Nobody wants to ruin a perfectly good holiday like the Fourth of July with a trip to the emergency room, so here are a few tips to keep you and your family safe from fireworks fiascos and heat-related illness on a day when the “feels like” temperature could well exceed 100.

The National Weather Service has issued an “excessive heat warning” for Independence Day in the Louisville area and is urging people to take safety precautions from 11 a.m. to 9 p.m. That’s because the heat index could reach 110 degrees as sizzling temperatures of 93-98 degrees combine with high humidity.

“This is stuff we cannot fool around with,” Mayor Greg Fischer said during a Tuesday news conference. Wednesday is a “day for us all to be looking out for each other.”

The weather service in Louisville noted that the “combination of heat and humidity will lead to an increased risk of heat-related stress and illness. The very young, elderly, those without air conditioning and those participating in strenuous outdoor activities are the most susceptible.”

To stay safe, you’ll want to reschedule rigorous outdoor activity to early morning or the evening, drink plenty of water and wear lightweight, loose-fitting clothing, according to the weather service. It’s also good to hang out indoors where it’s cool, keep an eye on pets and to check on anyone who doesn’t have air-conditioning.

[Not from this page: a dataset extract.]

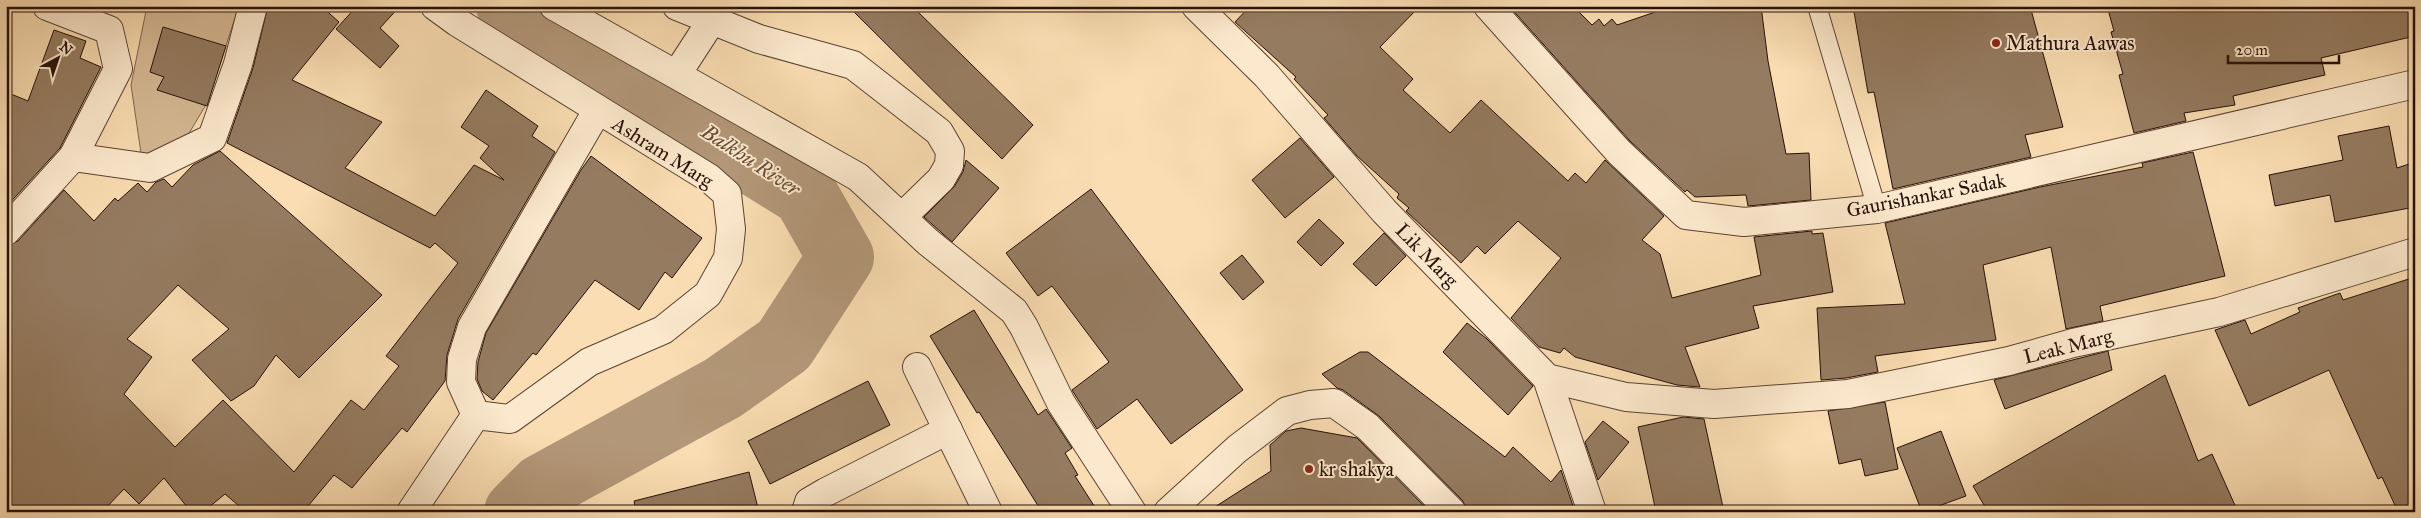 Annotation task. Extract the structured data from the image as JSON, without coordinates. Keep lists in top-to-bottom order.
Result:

As for do-it-yourself fireworks displays, you’ve heard it a thousand times: “Let the professionals entertain your family,” State Fire Marshal Mike Haney said in a news release. “By celebrating at a public event instead of at home, you reduce the risk of injury and property damage. You may also avoid violating the law.”

A local advisory went out this week with similar advice, encouraging people not to try to put on faux-pro fireworks displays in their backyards:

“As we celebrate Independence Day this week, the Louisville Metro Air Pollution Control District is reminding you that it is illegal in Louisville Metro to shoot off airborne and/or exploding fireworks in your yard or neighborhood.”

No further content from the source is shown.